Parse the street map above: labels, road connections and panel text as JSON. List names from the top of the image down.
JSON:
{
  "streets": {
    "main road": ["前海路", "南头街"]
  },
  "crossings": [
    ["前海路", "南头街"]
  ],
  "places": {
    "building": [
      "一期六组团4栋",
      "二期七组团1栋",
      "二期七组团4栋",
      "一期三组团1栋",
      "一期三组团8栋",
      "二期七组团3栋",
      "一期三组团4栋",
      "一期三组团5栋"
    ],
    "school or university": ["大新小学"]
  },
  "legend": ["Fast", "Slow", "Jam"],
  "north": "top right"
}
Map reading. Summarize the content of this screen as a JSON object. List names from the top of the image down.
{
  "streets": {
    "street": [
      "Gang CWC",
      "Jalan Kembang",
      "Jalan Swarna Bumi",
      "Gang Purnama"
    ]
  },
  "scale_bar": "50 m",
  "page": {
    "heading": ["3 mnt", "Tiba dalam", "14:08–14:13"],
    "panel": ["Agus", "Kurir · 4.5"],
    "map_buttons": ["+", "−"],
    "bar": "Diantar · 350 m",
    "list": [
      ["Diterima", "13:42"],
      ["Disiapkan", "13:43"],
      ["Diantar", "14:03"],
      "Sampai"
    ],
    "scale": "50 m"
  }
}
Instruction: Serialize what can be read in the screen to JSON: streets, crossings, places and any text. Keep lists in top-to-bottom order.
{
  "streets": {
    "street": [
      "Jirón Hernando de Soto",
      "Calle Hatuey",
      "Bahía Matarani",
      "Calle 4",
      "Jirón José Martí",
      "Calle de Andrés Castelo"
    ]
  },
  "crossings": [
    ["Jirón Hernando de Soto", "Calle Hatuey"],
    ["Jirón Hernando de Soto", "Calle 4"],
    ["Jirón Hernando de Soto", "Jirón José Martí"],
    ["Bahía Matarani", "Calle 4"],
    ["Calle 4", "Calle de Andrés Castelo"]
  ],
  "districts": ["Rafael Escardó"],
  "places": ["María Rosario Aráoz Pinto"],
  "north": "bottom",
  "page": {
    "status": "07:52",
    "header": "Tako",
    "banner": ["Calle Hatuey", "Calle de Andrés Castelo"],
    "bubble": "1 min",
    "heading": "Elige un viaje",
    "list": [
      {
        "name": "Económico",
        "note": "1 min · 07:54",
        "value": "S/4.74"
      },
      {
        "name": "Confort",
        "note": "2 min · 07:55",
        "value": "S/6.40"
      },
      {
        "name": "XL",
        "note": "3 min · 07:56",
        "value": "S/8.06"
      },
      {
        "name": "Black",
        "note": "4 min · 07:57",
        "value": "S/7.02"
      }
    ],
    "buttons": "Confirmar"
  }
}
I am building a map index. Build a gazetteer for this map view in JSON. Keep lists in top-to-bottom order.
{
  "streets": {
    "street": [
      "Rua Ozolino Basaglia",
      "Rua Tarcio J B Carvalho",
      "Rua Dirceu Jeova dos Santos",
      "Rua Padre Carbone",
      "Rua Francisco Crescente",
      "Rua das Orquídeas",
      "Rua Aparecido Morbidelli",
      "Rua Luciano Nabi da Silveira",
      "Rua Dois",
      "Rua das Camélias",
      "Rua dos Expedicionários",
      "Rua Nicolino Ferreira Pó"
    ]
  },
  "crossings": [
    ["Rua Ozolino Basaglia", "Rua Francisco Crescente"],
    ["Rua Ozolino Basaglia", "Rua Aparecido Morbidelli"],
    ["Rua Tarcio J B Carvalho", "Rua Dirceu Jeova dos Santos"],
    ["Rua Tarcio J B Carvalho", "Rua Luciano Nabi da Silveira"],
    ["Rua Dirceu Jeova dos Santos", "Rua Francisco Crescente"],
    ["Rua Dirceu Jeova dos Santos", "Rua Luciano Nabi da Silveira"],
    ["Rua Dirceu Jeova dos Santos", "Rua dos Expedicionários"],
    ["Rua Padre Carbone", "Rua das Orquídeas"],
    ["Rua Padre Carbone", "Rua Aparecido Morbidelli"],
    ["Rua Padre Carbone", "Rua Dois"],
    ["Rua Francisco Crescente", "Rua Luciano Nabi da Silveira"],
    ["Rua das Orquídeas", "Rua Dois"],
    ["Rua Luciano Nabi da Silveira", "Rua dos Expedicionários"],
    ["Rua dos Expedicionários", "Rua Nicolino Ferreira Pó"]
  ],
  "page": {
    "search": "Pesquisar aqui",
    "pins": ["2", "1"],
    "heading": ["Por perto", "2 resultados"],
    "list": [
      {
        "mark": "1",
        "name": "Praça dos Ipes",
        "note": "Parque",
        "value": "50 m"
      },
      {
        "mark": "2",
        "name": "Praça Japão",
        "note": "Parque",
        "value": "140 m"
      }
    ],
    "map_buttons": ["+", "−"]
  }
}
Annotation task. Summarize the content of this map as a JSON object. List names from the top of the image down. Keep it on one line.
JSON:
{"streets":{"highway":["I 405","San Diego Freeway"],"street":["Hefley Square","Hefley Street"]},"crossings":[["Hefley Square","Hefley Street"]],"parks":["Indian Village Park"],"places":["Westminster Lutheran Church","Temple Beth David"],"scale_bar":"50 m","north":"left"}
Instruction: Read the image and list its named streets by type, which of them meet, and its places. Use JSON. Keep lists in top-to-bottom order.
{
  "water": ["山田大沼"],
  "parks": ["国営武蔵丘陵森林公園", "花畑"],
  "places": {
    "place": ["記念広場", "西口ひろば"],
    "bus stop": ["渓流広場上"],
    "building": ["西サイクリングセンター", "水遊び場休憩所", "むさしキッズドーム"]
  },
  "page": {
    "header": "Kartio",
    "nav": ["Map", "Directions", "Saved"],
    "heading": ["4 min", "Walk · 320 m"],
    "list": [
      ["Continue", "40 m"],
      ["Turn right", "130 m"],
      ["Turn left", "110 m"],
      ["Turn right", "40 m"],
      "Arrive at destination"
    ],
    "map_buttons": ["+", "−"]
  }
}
----------------------------------------
Activity:
Exact duplication of all the data above is expected.

Task output:
Parse the street map above: labels, road connections and panel text as JSON. List names from the top of the image down.
JSON:
{
  "streets": {
    "main road": ["前海路", "南头街"]
  },
  "crossings": [
    ["前海路", "南头街"]
  ],
  "places": {
    "building": [
      "一期六组团4栋",
      "二期七组团1栋",
      "二期七组团4栋",
      "一期三组团1栋",
      "一期三组团8栋",
      "二期七组团3栋",
      "一期三组团4栋",
      "一期三组团5栋"
    ],
    "school or university": ["大新小学"]
  },
  "legend": ["Fast", "Slow", "Jam"],
  "north": "top right"
}
Map reading. Summarize the content of this screen as a JSON object. List names from the top of the image down.
{
  "streets": {
    "street": [
      "Gang CWC",
      "Jalan Kembang",
      "Jalan Swarna Bumi",
      "Gang Purnama"
    ]
  },
  "scale_bar": "50 m",
  "page": {
    "heading": ["3 mnt", "Tiba dalam", "14:08–14:13"],
    "panel": ["Agus", "Kurir · 4.5"],
    "map_buttons": ["+", "−"],
    "bar": "Diantar · 350 m",
    "list": [
      ["Diterima", "13:42"],
      ["Disiapkan", "13:43"],
      ["Diantar", "14:03"],
      "Sampai"
    ],
    "scale": "50 m"
  }
}
Instruction: Serialize what can be read in the screen to JSON: streets, crossings, places and any text. Keep lists in top-to-bottom order.
{
  "streets": {
    "street": [
      "Jirón Hernando de Soto",
      "Calle Hatuey",
      "Bahía Matarani",
      "Calle 4",
      "Jirón José Martí",
      "Calle de Andrés Castelo"
    ]
  },
  "crossings": [
    ["Jirón Hernando de Soto", "Calle Hatuey"],
    ["Jirón Hernando de Soto", "Calle 4"],
    ["Jirón Hernando de Soto", "Jirón José Martí"],
    ["Bahía Matarani", "Calle 4"],
    ["Calle 4", "Calle de Andrés Castelo"]
  ],
  "districts": ["Rafael Escardó"],
  "places": ["María Rosario Aráoz Pinto"],
  "north": "bottom",
  "page": {
    "status": "07:52",
    "header": "Tako",
    "banner": ["Calle Hatuey", "Calle de Andrés Castelo"],
    "bubble": "1 min",
    "heading": "Elige un viaje",
    "list": [
      {
        "name": "Económico",
        "note": "1 min · 07:54",
        "value": "S/4.74"
      },
      {
        "name": "Confort",
        "note": "2 min · 07:55",
        "value": "S/6.40"
      },
      {
        "name": "XL",
        "note": "3 min · 07:56",
        "value": "S/8.06"
      },
      {
        "name": "Black",
        "note": "4 min · 07:57",
        "value": "S/7.02"
      }
    ],
    "buttons": "Confirmar"
  }
}
I am building a map index. Build a gazetteer for this map view in JSON. Keep lists in top-to-bottom order.
{
  "streets": {
    "street": [
      "Rua Ozolino Basaglia",
      "Rua Tarcio J B Carvalho",
      "Rua Dirceu Jeova dos Santos",
      "Rua Padre Carbone",
      "Rua Francisco Crescente",
      "Rua das Orquídeas",
      "Rua Aparecido Morbidelli",
      "Rua Luciano Nabi da Silveira",
      "Rua Dois",
      "Rua das Camélias",
      "Rua dos Expedicionários",
      "Rua Nicolino Ferreira Pó"
    ]
  },
  "crossings": [
    ["Rua Ozolino Basaglia", "Rua Francisco Crescente"],
    ["Rua Ozolino Basaglia", "Rua Aparecido Morbidelli"],
    ["Rua Tarcio J B Carvalho", "Rua Dirceu Jeova dos Santos"],
    ["Rua Tarcio J B Carvalho", "Rua Luciano Nabi da Silveira"],
    ["Rua Dirceu Jeova dos Santos", "Rua Francisco Crescente"],
    ["Rua Dirceu Jeova dos Santos", "Rua Luciano Nabi da Silveira"],
    ["Rua Dirceu Jeova dos Santos", "Rua dos Expedicionários"],
    ["Rua Padre Carbone", "Rua das Orquídeas"],
    ["Rua Padre Carbone", "Rua Aparecido Morbidelli"],
    ["Rua Padre Carbone", "Rua Dois"],
    ["Rua Francisco Crescente", "Rua Luciano Nabi da Silveira"],
    ["Rua das Orquídeas", "Rua Dois"],
    ["Rua Luciano Nabi da Silveira", "Rua dos Expedicionários"],
    ["Rua dos Expedicionários", "Rua Nicolino Ferreira Pó"]
  ],
  "page": {
    "search": "Pesquisar aqui",
    "pins": ["2", "1"],
    "heading": ["Por perto", "2 resultados"],
    "list": [
      {
        "mark": "1",
        "name": "Praça dos Ipes",
        "note": "Parque",
        "value": "50 m"
      },
      {
        "mark": "2",
        "name": "Praça Japão",
        "note": "Parque",
        "value": "140 m"
      }
    ],
    "map_buttons": ["+", "−"]
  }
}
Annotation task. Summarize the content of this map as a JSON object. List names from the top of the image down. Keep it on one line.
JSON:
{"streets":{"highway":["I 405","San Diego Freeway"],"street":["Hefley Square","Hefley Street"]},"crossings":[["Hefley Square","Hefley Street"]],"parks":["Indian Village Park"],"places":["Westminster Lutheran Church","Temple Beth David"],"scale_bar":"50 m","north":"left"}
Instruction: Read the image and list its named streets by type, which of them meet, and its places. Use JSON. Keep lists in top-to-bottom order.
{
  "water": ["山田大沼"],
  "parks": ["国営武蔵丘陵森林公園", "花畑"],
  "places": {
    "place": ["記念広場", "西口ひろば"],
    "bus stop": ["渓流広場上"],
    "building": ["西サイクリングセンター", "水遊び場休憩所", "むさしキッズドーム"]
  },
  "page": {
    "header": "Kartio",
    "nav": ["Map", "Directions", "Saved"],
    "heading": ["4 min", "Walk · 320 m"],
    "list": [
      ["Continue", "40 m"],
      ["Turn right", "130 m"],
      ["Turn left", "110 m"],
      ["Turn right", "40 m"],
      "Arrive at destination"
    ],
    "map_buttons": ["+", "−"]
  }
}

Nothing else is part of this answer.